Work required – How many lines below contain the word "Roche"? Reply solely with the number.

======== Data listing ========

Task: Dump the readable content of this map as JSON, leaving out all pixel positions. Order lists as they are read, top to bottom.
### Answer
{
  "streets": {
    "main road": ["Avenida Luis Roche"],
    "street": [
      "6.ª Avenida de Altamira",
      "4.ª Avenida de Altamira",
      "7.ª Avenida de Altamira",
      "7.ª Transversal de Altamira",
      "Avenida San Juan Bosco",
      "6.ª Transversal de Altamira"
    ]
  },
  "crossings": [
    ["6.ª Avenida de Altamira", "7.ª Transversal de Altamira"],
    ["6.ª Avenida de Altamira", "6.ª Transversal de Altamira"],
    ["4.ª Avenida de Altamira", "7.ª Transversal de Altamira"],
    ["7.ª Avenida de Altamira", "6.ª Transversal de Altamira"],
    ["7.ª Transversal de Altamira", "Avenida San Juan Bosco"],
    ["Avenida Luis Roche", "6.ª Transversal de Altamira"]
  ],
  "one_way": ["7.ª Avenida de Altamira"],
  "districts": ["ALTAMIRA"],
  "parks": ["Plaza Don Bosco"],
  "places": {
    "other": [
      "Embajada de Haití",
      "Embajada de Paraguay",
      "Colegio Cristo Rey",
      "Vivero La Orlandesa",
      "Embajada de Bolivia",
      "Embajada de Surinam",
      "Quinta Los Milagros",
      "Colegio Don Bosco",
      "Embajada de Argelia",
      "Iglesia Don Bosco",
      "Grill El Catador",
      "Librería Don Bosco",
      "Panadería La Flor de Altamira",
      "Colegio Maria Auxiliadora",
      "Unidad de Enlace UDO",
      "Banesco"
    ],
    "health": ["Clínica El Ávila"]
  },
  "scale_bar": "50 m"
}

========

Answer section – 2